● EXERCISE: Please transcribe, exactly, the line that contains "Task: Read the" and every line after it to the end of the records, and nothing else.

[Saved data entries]
....................

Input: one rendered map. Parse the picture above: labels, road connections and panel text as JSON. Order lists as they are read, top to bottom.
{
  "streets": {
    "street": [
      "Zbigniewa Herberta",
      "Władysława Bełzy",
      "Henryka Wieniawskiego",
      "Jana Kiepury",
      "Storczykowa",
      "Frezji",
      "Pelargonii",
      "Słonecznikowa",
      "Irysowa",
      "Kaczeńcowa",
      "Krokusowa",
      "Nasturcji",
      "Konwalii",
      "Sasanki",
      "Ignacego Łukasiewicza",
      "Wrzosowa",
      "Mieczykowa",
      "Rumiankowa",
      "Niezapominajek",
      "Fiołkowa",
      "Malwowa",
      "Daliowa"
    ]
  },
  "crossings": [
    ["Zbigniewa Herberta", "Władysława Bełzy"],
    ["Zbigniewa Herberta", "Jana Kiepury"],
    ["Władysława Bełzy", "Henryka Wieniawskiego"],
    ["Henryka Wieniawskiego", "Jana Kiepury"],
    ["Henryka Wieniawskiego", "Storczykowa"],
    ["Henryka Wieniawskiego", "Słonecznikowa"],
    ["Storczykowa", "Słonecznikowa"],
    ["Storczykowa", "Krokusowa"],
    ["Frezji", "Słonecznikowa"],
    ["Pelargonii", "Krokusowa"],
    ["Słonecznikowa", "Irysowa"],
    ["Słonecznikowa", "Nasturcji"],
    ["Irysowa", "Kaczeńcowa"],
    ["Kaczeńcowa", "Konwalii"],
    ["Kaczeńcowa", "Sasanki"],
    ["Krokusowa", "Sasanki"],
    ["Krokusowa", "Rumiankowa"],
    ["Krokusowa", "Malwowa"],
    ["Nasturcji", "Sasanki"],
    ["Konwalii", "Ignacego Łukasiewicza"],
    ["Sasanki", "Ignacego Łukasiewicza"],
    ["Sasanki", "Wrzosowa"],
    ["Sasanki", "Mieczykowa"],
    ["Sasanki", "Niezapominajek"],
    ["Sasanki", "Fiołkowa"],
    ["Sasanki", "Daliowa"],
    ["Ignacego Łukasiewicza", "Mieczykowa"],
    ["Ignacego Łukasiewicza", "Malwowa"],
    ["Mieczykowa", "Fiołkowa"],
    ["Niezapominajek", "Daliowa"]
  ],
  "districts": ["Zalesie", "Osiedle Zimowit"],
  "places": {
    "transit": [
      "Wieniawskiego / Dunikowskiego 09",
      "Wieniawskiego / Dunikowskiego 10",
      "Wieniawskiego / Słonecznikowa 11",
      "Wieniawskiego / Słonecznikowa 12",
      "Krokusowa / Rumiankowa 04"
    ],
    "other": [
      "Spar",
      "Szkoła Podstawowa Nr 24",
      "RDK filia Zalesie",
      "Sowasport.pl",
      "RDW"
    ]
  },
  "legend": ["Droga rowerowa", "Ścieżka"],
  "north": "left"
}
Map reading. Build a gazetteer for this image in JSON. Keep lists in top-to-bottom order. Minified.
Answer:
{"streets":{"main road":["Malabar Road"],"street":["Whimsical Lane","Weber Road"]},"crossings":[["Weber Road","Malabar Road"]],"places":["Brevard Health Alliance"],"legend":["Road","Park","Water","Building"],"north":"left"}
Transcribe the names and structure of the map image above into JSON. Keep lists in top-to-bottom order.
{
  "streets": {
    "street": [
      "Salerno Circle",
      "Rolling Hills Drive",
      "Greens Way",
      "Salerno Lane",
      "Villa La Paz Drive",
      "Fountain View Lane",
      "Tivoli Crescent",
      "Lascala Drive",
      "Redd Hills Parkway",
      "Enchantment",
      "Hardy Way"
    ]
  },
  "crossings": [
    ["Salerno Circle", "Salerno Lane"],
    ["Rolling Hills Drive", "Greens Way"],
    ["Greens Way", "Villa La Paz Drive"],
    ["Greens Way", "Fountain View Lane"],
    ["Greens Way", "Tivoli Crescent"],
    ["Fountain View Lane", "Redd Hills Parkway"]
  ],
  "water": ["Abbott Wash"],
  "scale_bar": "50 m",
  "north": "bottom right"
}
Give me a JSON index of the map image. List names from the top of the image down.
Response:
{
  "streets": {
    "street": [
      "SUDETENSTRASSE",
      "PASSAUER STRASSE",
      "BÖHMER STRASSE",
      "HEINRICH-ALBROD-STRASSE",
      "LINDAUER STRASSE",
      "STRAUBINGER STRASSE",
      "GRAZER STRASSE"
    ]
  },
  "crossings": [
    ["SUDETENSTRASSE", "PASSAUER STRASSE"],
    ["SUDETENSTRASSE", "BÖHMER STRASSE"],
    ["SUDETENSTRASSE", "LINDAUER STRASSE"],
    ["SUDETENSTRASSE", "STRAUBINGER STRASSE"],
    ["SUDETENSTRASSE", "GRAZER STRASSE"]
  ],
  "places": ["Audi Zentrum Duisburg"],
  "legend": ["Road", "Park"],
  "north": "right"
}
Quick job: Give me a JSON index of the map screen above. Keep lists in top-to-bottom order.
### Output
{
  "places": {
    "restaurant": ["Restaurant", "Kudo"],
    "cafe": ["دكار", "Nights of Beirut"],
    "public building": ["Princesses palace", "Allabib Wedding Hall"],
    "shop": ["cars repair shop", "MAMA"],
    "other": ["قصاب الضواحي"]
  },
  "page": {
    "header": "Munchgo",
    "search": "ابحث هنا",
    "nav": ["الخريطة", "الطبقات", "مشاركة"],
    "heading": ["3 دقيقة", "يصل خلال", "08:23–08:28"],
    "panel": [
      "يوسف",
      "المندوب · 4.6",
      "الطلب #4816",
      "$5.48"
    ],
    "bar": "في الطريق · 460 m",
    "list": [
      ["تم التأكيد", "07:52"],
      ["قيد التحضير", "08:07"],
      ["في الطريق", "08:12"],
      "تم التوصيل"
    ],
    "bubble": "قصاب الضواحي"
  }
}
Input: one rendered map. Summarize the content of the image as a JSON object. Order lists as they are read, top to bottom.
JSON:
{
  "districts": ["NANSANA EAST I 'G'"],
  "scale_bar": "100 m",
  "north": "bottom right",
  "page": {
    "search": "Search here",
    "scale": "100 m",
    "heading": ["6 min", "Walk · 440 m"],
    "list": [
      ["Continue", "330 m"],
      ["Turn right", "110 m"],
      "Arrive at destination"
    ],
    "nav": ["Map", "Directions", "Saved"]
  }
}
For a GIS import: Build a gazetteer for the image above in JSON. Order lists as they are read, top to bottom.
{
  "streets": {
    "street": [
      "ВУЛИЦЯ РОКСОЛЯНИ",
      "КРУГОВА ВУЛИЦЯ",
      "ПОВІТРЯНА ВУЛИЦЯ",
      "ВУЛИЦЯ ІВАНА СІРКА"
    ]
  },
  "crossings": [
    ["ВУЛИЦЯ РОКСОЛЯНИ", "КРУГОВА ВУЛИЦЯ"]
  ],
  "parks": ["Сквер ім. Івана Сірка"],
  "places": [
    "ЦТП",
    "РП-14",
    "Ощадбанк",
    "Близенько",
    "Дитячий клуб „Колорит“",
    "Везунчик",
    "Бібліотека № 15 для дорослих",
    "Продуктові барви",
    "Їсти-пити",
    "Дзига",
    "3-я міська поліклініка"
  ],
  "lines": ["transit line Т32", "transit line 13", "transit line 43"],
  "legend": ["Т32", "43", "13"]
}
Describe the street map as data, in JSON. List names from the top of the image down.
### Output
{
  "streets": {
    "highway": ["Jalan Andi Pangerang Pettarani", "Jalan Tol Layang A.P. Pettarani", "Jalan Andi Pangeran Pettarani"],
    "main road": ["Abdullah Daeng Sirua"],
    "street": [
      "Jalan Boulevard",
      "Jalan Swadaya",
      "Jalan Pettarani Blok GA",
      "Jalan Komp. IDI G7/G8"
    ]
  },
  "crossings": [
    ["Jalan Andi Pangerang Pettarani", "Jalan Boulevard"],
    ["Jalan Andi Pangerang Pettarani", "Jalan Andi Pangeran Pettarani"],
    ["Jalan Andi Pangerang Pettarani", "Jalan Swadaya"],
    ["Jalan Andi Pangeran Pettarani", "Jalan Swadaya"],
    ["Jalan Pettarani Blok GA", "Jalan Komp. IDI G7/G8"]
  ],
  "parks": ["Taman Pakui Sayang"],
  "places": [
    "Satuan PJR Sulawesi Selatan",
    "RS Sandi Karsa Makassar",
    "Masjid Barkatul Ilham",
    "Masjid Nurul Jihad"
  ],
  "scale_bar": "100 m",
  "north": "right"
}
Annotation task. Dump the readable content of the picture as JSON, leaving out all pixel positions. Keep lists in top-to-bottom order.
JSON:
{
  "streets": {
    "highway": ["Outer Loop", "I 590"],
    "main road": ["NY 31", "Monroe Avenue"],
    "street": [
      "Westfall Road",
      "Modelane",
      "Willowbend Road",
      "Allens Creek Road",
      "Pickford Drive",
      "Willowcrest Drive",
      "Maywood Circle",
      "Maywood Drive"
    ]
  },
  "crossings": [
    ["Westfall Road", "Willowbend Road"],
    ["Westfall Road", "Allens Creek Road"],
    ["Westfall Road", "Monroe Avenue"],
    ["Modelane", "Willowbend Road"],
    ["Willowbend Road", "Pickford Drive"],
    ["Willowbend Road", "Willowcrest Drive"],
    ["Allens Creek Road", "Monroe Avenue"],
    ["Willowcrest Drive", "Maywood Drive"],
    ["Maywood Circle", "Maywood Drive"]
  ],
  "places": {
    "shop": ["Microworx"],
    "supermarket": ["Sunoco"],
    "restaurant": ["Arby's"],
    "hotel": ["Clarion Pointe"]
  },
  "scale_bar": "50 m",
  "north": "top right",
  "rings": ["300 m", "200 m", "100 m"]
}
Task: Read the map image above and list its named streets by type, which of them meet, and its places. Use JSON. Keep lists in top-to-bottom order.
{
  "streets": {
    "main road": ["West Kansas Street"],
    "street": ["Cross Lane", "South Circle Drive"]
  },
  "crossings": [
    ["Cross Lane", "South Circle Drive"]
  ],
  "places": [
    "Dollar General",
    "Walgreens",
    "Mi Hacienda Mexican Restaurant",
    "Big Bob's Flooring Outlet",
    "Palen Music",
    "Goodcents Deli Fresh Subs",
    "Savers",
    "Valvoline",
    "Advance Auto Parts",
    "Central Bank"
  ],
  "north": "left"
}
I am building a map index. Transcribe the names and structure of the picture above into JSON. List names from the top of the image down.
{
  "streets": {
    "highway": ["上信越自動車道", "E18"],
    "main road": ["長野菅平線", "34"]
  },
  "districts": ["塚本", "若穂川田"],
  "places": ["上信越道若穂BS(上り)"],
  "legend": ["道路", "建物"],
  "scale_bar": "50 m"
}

....................

● WRITTEN SOLUTION:
Task: Read the map image above and list its named streets by type, which of them meet, and its places. Use JSON. Keep lists in top-to-bottom order.
{
  "streets": {
    "main road": ["West Kansas Street"],
    "street": ["Cross Lane", "South Circle Drive"]
  },
  "crossings": [
    ["Cross Lane", "South Circle Drive"]
  ],
  "places": [
    "Dollar General",
    "Walgreens",
    "Mi Hacienda Mexican Restaurant",
    "Big Bob's Flooring Outlet",
    "Palen Music",
    "Goodcents Deli Fresh Subs",
    "Savers",
    "Valvoline",
    "Advance Auto Parts",
    "Central Bank"
  ],
  "north": "left"
}
I am building a map index. Transcribe the names and structure of the picture above into JSON. List names from the top of the image down.
{
  "streets": {
    "highway": ["上信越自動車道", "E18"],
    "main road": ["長野菅平線", "34"]
  },
  "districts": ["塚本", "若穂川田"],
  "places": ["上信越道若穂BS(上り)"],
  "legend": ["道路", "建物"],
  "scale_bar": "50 m"
}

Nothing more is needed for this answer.